From reading the current source, the relevant flow appears to be:

  1. ABACUS reads all explicit INPUT items.
  2. ABACUS executes reset_value hooks in input item registration order.
  3. kpar is reset before device is finalized.
  4. The default device value is auto.
  5. device=auto is later resolved to gpu when GPU is available.

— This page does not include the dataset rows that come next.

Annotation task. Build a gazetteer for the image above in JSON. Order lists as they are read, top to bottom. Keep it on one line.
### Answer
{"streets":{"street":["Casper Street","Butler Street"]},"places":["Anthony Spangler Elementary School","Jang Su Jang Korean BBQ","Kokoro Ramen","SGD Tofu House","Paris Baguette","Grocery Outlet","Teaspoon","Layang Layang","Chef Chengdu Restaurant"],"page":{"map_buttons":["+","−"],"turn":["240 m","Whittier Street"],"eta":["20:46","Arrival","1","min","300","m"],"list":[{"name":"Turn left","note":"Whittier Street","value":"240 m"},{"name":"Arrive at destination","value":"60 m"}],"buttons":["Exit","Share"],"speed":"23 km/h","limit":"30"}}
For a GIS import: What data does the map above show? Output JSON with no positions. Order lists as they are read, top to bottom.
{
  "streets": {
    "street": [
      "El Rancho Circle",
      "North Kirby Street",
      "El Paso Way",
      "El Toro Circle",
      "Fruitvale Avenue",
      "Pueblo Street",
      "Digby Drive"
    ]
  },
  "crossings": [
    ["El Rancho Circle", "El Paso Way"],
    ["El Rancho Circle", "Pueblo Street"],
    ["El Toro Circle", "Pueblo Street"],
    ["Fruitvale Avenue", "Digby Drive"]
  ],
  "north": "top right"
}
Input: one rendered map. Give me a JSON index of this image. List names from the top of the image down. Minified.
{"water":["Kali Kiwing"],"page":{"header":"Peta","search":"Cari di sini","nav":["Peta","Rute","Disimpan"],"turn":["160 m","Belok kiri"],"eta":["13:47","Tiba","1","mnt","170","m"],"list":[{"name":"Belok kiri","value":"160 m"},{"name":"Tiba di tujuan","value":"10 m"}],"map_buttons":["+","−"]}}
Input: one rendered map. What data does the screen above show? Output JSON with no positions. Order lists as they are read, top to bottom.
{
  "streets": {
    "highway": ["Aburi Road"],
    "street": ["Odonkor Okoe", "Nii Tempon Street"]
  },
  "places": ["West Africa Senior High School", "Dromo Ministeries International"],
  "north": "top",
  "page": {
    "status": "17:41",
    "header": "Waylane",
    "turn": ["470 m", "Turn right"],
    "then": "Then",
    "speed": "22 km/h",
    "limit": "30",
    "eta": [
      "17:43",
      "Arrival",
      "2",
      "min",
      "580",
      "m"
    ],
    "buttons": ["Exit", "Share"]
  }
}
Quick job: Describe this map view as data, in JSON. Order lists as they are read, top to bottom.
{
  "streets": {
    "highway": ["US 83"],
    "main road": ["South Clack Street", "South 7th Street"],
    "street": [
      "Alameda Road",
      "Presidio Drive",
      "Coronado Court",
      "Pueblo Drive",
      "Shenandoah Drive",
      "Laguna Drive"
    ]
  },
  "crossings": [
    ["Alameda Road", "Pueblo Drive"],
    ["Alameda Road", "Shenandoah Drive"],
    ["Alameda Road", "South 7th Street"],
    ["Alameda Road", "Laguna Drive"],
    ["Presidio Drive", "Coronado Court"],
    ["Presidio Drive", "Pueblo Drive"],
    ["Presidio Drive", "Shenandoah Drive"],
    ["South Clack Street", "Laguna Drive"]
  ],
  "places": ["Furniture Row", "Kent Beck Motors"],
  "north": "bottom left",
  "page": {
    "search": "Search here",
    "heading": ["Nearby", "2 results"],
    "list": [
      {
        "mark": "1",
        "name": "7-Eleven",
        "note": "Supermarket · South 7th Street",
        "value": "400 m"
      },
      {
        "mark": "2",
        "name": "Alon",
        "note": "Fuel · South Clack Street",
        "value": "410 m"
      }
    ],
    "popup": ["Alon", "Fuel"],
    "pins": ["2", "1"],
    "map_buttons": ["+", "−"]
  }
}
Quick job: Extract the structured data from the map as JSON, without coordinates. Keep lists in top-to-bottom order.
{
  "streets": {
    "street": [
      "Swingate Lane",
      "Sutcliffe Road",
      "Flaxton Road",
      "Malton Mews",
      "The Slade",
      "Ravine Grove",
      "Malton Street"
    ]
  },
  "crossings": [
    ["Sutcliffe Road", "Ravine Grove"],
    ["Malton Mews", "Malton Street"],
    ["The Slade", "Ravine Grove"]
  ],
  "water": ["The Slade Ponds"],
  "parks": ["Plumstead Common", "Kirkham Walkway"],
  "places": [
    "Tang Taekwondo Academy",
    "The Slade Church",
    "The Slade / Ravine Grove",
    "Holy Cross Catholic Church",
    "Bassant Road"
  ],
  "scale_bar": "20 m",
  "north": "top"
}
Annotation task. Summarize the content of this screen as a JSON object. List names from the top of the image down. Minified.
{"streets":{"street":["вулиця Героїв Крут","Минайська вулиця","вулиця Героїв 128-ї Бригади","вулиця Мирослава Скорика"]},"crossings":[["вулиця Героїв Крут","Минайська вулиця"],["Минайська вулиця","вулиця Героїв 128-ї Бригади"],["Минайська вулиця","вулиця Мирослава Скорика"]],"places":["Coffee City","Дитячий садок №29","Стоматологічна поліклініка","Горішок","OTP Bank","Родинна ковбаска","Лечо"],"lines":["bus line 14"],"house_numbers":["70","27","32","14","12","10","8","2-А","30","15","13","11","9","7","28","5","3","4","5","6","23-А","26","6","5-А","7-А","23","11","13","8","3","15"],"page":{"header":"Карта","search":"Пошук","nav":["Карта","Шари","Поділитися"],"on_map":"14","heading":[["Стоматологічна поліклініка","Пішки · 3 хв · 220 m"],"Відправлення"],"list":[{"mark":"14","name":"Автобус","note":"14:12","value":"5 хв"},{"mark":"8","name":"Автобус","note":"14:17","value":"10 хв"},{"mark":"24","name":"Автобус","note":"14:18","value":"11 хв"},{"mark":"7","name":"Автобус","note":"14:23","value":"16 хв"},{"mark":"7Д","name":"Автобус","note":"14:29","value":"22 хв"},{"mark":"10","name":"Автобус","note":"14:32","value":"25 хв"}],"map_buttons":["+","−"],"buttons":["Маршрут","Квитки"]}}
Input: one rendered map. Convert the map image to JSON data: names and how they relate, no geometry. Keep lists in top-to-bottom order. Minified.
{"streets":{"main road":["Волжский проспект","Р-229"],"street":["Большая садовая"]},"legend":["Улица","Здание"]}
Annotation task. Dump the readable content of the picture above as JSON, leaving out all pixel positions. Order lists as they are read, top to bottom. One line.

The kpar reset has PW/GPU-specific logic similar to:

if (device == "gpu" && basis_type == "pw") {
    kpar = NPROC / bndpar;
}

Therefore:

  • With explicit device gpu, kpar reset sees gpu, sets KPAR=NPROC/bndpar, and the Gamma-only np=2 case fails early because one pool has no k points.
  • With omitted device, kpar reset sees raw/default auto, so the PW/GPU branch is skipped and KPAR stays 1. Later device=auto resolves to GPU, leaving multiple ranks in one k-point pool.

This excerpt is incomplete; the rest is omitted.